• What the task requires:
Would you please copy each line below that includes the string "hidden"?

• Raw data:
■ ■ ■

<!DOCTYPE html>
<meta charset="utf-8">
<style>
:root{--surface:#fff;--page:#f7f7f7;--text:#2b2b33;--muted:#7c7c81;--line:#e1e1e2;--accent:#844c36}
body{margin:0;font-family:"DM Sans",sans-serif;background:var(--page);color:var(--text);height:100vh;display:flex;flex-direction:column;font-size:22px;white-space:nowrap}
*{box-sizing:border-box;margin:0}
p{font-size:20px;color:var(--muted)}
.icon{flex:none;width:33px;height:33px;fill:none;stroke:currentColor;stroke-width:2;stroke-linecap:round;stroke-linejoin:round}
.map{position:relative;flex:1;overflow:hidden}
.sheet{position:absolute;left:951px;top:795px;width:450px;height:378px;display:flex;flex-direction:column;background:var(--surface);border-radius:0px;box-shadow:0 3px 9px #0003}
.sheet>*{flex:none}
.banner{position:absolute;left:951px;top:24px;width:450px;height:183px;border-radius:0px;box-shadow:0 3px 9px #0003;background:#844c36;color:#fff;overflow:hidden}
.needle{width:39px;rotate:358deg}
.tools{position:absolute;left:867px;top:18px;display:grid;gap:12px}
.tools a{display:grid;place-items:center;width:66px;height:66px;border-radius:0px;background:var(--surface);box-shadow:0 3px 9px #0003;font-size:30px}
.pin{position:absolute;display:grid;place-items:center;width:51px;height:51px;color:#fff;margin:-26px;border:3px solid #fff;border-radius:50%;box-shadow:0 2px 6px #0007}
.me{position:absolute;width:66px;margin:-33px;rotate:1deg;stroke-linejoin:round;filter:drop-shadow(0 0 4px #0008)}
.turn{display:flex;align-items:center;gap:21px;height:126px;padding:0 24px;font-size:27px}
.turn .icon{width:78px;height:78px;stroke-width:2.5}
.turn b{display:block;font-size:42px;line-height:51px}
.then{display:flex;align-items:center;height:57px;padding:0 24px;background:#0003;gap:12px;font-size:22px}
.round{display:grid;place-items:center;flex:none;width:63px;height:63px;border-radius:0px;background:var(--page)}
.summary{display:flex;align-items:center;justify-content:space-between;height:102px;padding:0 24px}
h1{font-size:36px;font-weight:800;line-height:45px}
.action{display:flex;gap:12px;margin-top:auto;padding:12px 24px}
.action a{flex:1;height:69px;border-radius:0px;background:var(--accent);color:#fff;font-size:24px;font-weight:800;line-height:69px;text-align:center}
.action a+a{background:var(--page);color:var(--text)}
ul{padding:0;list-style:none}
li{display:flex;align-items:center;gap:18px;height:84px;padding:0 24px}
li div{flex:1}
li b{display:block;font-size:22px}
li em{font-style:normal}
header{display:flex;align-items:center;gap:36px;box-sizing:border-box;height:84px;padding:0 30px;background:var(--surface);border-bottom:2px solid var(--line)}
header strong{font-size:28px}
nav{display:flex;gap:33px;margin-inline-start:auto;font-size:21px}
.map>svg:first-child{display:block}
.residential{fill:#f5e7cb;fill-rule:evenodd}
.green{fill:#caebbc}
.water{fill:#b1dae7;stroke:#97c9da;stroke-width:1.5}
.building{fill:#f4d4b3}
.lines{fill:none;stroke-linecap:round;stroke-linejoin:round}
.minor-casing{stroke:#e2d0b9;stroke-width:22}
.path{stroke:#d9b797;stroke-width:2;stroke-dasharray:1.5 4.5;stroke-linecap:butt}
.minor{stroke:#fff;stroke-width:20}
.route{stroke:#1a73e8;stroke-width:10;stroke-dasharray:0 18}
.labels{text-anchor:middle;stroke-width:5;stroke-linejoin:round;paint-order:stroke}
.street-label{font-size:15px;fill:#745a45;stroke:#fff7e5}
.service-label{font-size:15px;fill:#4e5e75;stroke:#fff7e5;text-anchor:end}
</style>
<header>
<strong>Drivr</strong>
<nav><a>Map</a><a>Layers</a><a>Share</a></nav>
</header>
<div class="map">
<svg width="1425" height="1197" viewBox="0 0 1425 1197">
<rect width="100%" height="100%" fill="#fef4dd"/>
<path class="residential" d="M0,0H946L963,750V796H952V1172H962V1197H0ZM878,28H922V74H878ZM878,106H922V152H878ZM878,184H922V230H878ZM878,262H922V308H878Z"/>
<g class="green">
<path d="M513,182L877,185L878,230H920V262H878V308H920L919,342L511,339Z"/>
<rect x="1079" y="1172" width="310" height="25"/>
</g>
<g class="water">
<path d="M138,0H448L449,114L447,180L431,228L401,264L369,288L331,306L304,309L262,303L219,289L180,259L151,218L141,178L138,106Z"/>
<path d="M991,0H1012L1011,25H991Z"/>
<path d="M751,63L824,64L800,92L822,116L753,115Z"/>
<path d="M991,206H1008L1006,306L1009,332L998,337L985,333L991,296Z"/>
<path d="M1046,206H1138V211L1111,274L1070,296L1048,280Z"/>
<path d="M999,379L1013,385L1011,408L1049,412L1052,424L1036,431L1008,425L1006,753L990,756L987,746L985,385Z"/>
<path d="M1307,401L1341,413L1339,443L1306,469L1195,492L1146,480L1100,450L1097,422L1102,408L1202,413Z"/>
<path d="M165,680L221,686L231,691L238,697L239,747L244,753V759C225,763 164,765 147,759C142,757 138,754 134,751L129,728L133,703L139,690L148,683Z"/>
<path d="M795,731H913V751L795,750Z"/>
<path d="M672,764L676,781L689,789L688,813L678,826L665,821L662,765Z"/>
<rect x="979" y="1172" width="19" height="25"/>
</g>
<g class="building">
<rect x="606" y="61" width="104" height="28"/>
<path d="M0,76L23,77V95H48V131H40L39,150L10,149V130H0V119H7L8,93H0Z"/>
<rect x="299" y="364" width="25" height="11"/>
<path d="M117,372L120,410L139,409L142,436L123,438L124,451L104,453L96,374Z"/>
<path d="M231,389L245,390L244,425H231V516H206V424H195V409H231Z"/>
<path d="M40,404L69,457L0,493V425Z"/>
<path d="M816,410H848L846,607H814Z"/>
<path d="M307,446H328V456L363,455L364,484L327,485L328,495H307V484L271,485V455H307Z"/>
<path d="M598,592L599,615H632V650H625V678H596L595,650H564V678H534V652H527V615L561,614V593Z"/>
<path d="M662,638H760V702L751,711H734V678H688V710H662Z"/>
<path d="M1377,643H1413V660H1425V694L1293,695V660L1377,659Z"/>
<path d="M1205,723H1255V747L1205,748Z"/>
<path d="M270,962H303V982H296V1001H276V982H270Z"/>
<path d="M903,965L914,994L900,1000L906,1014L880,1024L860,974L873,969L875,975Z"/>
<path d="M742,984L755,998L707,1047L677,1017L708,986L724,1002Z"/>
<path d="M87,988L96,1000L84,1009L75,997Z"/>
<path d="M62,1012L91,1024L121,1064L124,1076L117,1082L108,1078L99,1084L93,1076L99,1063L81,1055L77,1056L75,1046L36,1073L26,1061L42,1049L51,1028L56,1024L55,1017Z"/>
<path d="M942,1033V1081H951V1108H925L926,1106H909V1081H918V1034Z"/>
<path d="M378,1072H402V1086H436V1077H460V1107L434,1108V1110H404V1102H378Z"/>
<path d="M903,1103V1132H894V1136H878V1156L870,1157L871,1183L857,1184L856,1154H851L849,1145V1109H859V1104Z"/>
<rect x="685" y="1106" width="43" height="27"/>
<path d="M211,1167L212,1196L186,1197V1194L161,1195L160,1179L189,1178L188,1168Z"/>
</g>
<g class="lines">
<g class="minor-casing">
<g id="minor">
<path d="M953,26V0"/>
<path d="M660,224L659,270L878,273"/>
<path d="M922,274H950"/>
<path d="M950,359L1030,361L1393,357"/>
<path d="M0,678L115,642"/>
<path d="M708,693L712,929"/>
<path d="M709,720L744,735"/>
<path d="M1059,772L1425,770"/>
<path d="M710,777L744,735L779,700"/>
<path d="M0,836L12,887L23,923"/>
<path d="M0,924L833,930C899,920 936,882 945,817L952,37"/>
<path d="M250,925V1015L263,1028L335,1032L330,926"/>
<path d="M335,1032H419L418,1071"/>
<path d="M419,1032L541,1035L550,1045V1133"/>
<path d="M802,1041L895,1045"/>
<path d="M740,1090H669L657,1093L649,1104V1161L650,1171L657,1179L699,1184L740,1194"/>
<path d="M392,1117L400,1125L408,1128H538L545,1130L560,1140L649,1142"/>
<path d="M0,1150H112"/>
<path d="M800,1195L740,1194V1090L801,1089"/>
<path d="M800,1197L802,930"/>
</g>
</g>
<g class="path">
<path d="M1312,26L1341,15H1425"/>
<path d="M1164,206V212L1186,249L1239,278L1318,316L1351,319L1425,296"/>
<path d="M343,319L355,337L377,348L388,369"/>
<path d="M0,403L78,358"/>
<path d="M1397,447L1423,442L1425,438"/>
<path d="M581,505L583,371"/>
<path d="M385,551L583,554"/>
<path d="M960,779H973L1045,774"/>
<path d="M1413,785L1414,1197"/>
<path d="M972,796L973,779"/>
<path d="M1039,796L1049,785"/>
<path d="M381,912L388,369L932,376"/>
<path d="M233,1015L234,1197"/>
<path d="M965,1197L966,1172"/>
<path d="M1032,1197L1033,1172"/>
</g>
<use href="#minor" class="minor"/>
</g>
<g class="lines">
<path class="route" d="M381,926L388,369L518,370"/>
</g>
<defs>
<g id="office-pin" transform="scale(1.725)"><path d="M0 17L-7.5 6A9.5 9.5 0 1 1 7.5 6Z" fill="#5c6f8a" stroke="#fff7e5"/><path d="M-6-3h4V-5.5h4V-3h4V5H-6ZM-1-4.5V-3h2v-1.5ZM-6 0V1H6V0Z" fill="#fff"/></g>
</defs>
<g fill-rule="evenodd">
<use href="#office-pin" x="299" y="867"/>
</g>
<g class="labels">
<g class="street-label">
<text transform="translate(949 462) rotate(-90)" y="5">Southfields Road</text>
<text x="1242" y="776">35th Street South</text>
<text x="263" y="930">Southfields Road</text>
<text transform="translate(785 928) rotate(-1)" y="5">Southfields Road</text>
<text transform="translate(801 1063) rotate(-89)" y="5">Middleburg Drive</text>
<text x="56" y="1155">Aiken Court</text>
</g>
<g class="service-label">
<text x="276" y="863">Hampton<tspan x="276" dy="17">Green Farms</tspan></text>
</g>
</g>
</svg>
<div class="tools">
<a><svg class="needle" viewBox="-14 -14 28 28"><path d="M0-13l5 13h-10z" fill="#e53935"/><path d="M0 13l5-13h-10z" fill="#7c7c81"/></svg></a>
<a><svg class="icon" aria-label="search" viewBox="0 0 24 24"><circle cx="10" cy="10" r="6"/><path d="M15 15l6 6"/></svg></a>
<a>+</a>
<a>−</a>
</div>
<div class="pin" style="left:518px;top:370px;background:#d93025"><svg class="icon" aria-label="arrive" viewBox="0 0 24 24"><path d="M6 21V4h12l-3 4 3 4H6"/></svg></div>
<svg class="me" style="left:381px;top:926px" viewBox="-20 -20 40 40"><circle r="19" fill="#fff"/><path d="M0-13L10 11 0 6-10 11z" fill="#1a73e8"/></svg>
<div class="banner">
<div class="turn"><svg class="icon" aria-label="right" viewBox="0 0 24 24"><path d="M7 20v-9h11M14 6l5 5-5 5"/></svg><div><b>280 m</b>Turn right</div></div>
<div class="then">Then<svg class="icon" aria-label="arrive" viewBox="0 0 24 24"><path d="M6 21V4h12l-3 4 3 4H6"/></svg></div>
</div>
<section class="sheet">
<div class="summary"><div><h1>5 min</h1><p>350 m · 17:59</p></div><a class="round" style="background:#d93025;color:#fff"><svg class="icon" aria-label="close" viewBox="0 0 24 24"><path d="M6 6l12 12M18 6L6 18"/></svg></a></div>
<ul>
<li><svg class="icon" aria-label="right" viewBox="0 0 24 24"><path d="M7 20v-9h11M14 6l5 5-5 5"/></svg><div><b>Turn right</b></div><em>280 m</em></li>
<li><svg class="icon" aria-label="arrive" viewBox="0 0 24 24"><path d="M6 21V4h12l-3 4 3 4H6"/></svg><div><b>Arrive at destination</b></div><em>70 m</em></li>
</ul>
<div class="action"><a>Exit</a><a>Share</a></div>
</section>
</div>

■ ■ ■

• Exercise solution:
.map{position:relative;flex:1;overflow:hidden}
.banner{position:absolute;left:951px;top:24px;width:450px;height:183px;border-radius:0px;box-shadow:0 3px 9px #0003;background:#844c36;color:#fff;overflow:hidden}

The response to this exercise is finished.